— Ну, цветных вам крымских снов! — с многозначительностью
мультипликационной феи улыбается Марина, хозяйка мисхорского отеля.
— У нас так говорят. И такие видят.
Весь этот Крым, конечно, сон — крепости, курганы, пещеры, дворцы и монастыри… Сон с соснами, дубами, пальмами и бесстыдницами, блеском, плеском, клекотом чаек над золотым яйцом закатного моря, и желтой алычевой ягодой, лопнувшей под моей шлепкой на старинной плите в отчаянную оранжевую мякоть… Крым с песочного оттенка крепостью Балаклавы, и строгой полуночной цепочкой корабельных огней Севастополя, и скалой Коктебеля в виде ворот, нарисованной еще Пушкиным, и нарядным розоватым собором Александра Невского, и белоснежным, как подвенечное платье, дворцом Ливадии под охраной каменной химеры с острыми ушами и гребнем спинки. Крым с горой Кошка, которая, как огромная копия этой гаргульи, вкрадчиво изогнулась…
Надо ли ехать сюда?
Нет такого вопроса.
Приехать летом, пускай ненадолго. Наведываться, как можно чаще. Быть тут, платить тут, делать заплывы и делать селфи, есть дыню, ездить в знаменитом троллейбусе — закрепляя за своей страной эту землю и это море.

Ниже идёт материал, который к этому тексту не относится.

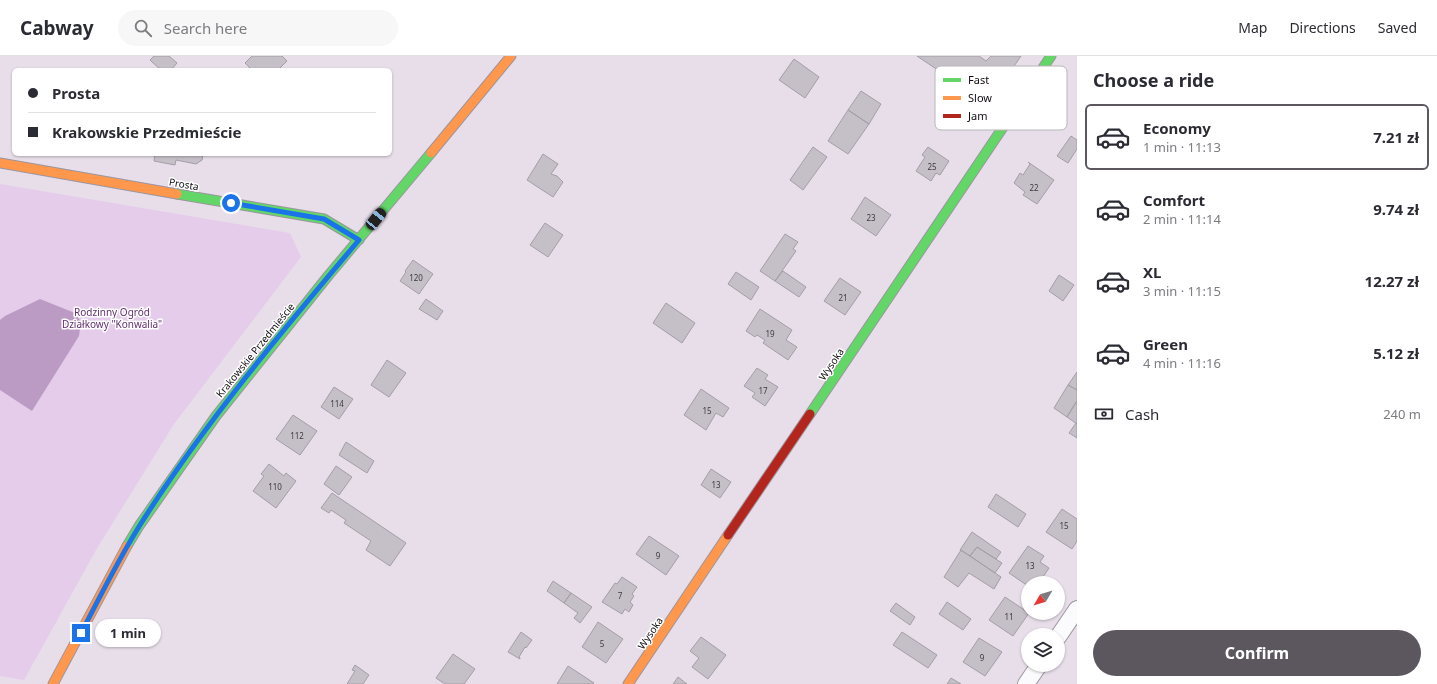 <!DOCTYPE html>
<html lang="en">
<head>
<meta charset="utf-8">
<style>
  body { margin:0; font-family:"Noto Sans",sans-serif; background:#f7f7f7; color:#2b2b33; height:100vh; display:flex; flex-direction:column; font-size:15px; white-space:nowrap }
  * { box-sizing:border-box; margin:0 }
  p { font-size:13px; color:#7c7c81 }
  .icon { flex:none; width:22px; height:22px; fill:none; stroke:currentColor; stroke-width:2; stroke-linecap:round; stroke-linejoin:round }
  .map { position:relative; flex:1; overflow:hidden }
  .drawer { display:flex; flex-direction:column; background:#fff; width:360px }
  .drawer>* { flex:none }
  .hud { position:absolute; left:12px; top:12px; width:380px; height:88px; border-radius:6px; box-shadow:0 1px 3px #0004; display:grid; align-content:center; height:88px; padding:0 16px; background:#fff }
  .needle { width:26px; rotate:232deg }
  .fabs { position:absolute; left:1021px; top:520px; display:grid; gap:8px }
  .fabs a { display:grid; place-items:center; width:44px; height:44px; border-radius:50%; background:#fff; box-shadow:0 1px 3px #0004; font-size:20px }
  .end { position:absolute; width:18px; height:18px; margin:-9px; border:5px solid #1a73e8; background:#fff; box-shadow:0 0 0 2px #fff }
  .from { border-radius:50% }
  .bubble { position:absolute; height:28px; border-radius:14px; background:#fff; box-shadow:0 1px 3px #0004; font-size:13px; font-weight:700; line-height:28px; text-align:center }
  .car { position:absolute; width:12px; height:24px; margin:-12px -6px; border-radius:5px; box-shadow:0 0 3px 1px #0007; background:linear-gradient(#222 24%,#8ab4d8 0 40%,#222 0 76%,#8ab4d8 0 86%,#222 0) }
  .hud b { display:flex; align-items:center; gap:14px; height:38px; font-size:15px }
  .hud b+b { border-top:1px solid #e1e1e2 }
  .hud i { width:10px; height:10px; background:#2b2b33 }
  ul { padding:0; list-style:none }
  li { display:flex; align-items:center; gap:12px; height:66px; margin:0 8px 6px; padding:0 8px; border:2px solid transparent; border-radius:6px }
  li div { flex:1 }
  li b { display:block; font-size:15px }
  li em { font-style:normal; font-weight:700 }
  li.selected { border-color:#5c565e }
  li>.icon { width:36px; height:36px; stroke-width:1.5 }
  h2 { padding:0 16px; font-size:18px; line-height:48px }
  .pay { display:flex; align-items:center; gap:10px; height:44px; padding:0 16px; font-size:15px }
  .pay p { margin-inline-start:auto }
  .cta { display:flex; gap:8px; margin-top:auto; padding:8px 16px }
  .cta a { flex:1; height:46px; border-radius:24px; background:#5c565e; color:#fff; font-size:16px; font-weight:700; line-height:46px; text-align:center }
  header { display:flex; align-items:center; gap:24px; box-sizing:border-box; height:56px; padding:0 20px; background:#fff; border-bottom:1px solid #e1e1e2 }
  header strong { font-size:19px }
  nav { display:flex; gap:22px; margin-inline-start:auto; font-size:14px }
  .search { width:280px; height:36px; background:#f7f7f7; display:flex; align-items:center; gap:10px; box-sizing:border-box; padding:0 14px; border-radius:22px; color:#7c7c81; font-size:15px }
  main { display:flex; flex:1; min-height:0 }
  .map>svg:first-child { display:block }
  .garden { fill:#e4ccea }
  .water { fill:#bb9bc4 }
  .building { fill:#c5bfc8; stroke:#a49ea6 }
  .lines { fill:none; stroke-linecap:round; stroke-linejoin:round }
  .street-casing { stroke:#9c959e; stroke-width:18 }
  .fast-casing { stroke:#9c959e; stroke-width:11 }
  .slow-casing { stroke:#9c959e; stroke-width:11 }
  .jam-casing { stroke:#9c959e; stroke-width:11 }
  .street { stroke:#fbfafc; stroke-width:16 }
  .fast { stroke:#63d668; stroke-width:9 }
  .slow { stroke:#ff974d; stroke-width:9 }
  .jam { stroke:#b3261e; stroke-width:9 }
  .route { stroke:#1a73e8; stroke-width:5 }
  .labels { text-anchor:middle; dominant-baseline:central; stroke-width:3; stroke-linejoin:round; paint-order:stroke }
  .number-label { font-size:8px; fill:#3e3940 }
  .street-label { font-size:10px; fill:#110c12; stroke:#fff }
  .park-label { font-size:10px; fill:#632f70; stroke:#fff }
  .key { fill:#fff; stroke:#b8b6b8; stroke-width:1 }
  .key-label { font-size:11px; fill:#110c12 }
</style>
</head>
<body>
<header>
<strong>Cabway</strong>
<div class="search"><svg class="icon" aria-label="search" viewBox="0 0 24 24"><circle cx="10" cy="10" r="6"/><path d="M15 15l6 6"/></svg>Search here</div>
<nav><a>Map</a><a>Directions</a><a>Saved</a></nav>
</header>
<main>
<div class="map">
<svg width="1077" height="628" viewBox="0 0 1077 628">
  <rect width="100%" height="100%" fill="#e7deea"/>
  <path class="garden" d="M 0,128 L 290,177 L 301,201 L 174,368 L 96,494 L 24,624 L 0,620 Z"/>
  <path class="water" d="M 40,243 L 75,257 L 81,266 L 79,280 L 32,355 L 0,334 L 0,264 L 5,260 Z"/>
  <path class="building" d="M 154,0 L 169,0 L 177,7 L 171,14 L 161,14 L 150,4 Z
    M 252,0 L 282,0 L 287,5 L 278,14 L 252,14 L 245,7 Z
    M 917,0 L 979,0 L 986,5 L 991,0 L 1021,0 L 988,48 Z
    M 794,3 L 819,21 L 805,42 L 779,24 Z
    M 861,35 L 881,48 L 869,68 L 848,54 Z
    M 848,54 L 869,68 L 848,98 L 828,85 Z
    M 1071,80 L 1077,84 L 1077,93 L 1068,107 L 1057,100 Z
    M 813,91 L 827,101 L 803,134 L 790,124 Z
    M 928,91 L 949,105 L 940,119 L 936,117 L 931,125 L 916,115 L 925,101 L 922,99 Z
    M 155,98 L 203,98 L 202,104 L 196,108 L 176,104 L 175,109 L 154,105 Z
    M 543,98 L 558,108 L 551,118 L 557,120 L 563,126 L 553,141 L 527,124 Z
    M 1028,106 L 1054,124 L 1037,148 L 1023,139 L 1025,136 L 1014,127 L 1020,117 L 1023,119 L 1030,108 Z
    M 865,141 L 891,159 L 876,180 L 851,163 Z
    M 545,167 L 563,179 L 548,201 L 530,189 Z
    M 785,178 L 798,186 L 793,193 L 796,195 L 775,225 L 760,215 Z
    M 413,204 L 433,218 L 419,238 L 400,225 L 406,216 L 405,215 Z
    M 783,215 L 806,231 L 799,241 L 775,225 Z
    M 736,216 L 759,231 L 751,244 L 728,228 Z
    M 1059,219 L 1074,229 L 1063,245 L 1049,235 Z
    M 840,222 L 861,236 L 845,259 L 824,245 Z
    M 426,243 L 443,255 L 437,264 L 419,253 Z
    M 666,247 L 695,267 L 682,287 L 653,267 Z
    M 760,253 L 792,274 L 786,284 L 797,291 L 788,304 L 763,287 L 765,284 L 757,279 L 755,281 L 746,275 Z
    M 387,304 L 406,317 L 389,341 L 371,329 Z
    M 757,312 L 768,319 L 765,323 L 778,331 L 765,350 L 752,341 L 755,337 L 744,330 Z
    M 1077,316 L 1077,334 L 1068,329 Z
    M 1068,329 L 1077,334 L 1077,345 L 1067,361 L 1054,352 Z
    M 334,331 L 353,343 L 339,363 L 321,351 Z
    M 701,333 L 729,352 L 723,361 L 716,357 L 706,374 L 684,359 Z
    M 1076,346 L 1077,346 L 1077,368 L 1067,361 Z
    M 293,359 L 317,375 L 300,399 L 276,383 Z
    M 1076,367 L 1077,368 L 1077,382 L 1069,377 Z
    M 346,386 L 374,405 L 367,417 L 339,399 Z
    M 269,408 L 284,420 L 286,417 L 296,425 L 276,452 L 253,435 L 264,420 L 261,418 Z
    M 336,410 L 352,421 L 339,439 L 324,428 Z
    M 711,413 L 731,426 L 720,442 L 701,429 Z
    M 332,437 L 406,487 L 390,510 L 366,494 L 371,485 L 344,467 L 346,464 L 331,454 L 329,457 L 321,452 Z
    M 996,438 L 1026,458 L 1018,471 L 988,451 Z
    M 1062,453 L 1077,463 L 1077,485 L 1072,493 L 1046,476 Z
    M 972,476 L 1001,496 L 996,503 L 977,491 L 970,500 L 960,494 Z
    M 649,480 L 679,500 L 666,519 L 636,498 Z
    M 1028,490 L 1044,500 L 1040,506 L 1049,512 L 1039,527 L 1028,527 L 1028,530 L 1009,517 Z
    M 977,491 L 1002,507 L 995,517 L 970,500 Z
    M 961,494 L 1001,521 L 994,533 L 969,517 L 958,531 L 944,521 Z
    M 622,521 L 637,531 L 632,538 L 634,540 L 630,546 L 633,549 L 629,556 L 625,553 L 622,558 L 602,546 L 615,527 L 617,528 Z
    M 553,525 L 571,537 L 564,547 L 547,535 Z
    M 571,537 L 592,551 L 580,567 L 574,562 L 578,557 L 564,547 Z
    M 1005,541 L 1029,557 L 1013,580 L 989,564 Z
    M 947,546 L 971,563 L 963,574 L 939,558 Z
    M 896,547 L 915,561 L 910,569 L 890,555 Z
    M 598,566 L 623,583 L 606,607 L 582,591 Z
    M 521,576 L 532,584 L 526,592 L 525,591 L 519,601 L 520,602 L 520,603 L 508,596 Z
    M 902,576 L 937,599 L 928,612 L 893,589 Z
    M 701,581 L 726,599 L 708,623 L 692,611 L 699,602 L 690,595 Z
    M 979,582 L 1002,596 L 985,620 L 963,606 Z
    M 453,598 L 475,613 L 464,628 L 445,628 L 436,622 Z
    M 355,609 L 369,619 L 363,628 L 347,628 L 355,615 L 352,614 Z
    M 568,610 L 594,627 L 593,628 L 557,628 Z
    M 678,621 L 687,628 L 673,628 Z
    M 951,622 L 961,628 L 947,628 Z"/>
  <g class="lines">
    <g class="street-casing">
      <path id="street" d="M 1058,581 L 1077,553
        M 1026,628 L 1039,609"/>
    </g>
    <g class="fast-casing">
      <path id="fast" d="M 177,138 L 324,163 L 359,184
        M 810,358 L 1051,0
        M 127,490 L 139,470 L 216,360 L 328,220 L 431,97"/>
    </g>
    <g class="slow-casing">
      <path id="slow" d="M 431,97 L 511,0
        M 0,107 L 177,138
        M 53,628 L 127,490
        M 628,628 L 728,479"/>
    </g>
    <g class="jam-casing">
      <path id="jam" d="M 728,479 L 810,358"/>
    </g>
    <use href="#street" class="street"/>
    <use href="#fast" class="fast"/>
    <use href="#slow" class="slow"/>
    <use href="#jam" class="jam"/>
  </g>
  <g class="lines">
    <path class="route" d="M 81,577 C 100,541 118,504 140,469 C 204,368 282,275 359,184 L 324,163 L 231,147"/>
  </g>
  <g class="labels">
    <g class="number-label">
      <text x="932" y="110">25</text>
      <text x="1034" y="131">22</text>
      <text x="871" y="161">23</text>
      <text x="416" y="221">120</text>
      <text x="843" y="241">21</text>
      <text x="770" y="277">19</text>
      <text x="763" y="334">17</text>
      <text x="337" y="347">114</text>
      <text x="707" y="354">15</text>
      <text x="297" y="379">112</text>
      <text x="716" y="428">13</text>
      <text x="275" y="430">110</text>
      <text x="1064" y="469">15</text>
      <text x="658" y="499">9</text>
      <text x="1030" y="509">13</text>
      <text x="620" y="539">7</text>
      <text x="1009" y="560">11</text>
      <text x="602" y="587">5</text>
      <text x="982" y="601">9</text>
    </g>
    <g class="street-label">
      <text transform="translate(184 128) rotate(10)">Prosta</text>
      <text transform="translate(255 294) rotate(-51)">Krakowskie Przedmieście</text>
      <text transform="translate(831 308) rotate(-56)">Wysoka</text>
      <text transform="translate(650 577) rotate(-56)">Wysoka</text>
    </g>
    <g class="park-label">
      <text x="112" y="256">Rodzinny Ogród<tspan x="112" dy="12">Działkowy "Konwalia"</tspan></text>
    </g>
  </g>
  <rect x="935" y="10" width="132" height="64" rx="6" class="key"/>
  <rect x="943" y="22" width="18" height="4" fill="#63d668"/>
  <rect x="943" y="40" width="18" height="4" fill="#ff974d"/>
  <rect x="943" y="58" width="18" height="4" fill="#b3261e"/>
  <g class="key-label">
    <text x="968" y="28">Fast</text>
    <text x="968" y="46">Slow</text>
    <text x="968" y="64">Jam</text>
  </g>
</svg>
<div class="fabs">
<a><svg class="needle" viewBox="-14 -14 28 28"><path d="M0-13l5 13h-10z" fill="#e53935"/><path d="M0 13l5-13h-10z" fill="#7c7c81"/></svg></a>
<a><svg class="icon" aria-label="layers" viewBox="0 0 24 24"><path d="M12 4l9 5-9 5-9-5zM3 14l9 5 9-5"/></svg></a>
</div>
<i class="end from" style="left:231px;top:147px"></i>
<i class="end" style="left:81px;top:577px"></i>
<div class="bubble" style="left:95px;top:563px;width:66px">1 min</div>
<i class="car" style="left:376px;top:163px;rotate:39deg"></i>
<div class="hud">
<b><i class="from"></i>Prosta</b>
<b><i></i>Krakowskie Przedmieście</b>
</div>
</div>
<section class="drawer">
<h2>Choose a ride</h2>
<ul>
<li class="selected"><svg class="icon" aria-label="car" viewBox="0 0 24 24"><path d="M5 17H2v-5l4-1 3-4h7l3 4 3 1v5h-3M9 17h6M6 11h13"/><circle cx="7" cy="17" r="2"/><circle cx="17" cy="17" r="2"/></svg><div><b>Economy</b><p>1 min · 11:13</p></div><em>7.21 zł</em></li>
<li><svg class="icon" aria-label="car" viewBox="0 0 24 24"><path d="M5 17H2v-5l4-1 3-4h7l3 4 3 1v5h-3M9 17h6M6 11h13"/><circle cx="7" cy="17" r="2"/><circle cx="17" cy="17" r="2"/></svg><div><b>Comfort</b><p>2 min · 11:14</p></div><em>9.74 zł</em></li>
<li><svg class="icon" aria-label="car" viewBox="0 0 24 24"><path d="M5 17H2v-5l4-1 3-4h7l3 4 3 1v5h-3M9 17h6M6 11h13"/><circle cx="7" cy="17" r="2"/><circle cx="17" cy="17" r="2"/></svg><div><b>XL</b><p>3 min · 11:15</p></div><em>12.27 zł</em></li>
<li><svg class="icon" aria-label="car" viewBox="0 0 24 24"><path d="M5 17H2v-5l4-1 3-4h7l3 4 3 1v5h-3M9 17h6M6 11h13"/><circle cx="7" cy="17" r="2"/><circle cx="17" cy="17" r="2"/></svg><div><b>Green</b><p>4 min · 11:16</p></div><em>5.12 zł</em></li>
</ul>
<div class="pay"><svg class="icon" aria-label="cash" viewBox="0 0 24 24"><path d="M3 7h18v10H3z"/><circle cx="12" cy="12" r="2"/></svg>Cash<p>240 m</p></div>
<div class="cta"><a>Confirm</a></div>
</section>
</main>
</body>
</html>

Материальные и бытовые минусы крымского вояжа известны. Например, дороговизна билетов. Если не брать их заранее, дешевле отдохнуть в Греции или Турции. «Низкая культура сервиса», которую сердито величают «совком», и вообще, отдельные проявления первобытной простоты. Например, божественно душистый парк в Мисхоре никогда не освещен, вереницы отдыхающих пробираются во мраке, скользя по могучим стволам огоньками мобильников: неработающие фонари — наследие дикарки Украины…
И все же жизнь подсказывает, комплекс неполноценности — наш странный кривой житейский компас. Глядя на свое, родное, близкое, мы исполнены заведомого скепсиса, запросто переходящего в озлобление. Мы думаем о своих дурно. Дважды в двадцатом веке терявшие государство, мы воспалены идеей негатива, и кажется, подсознательно нуждаемся в подтверждениях. Одно — хотеть исправить недостатки, но совсем другое — настырный поиск раздражителей.
Московские цены в ялтинском гастрономе, прямодушный официант с его южным «шо», чья-то пятка, толкнувшая под водой, визжащие дети, очередь в аэропорту, закрытый «Макдоналдс» — деталь бережно лепится на деталь, и вот, мутный абсурдный ком застилает и солнце, и море, и горизонт с парусом.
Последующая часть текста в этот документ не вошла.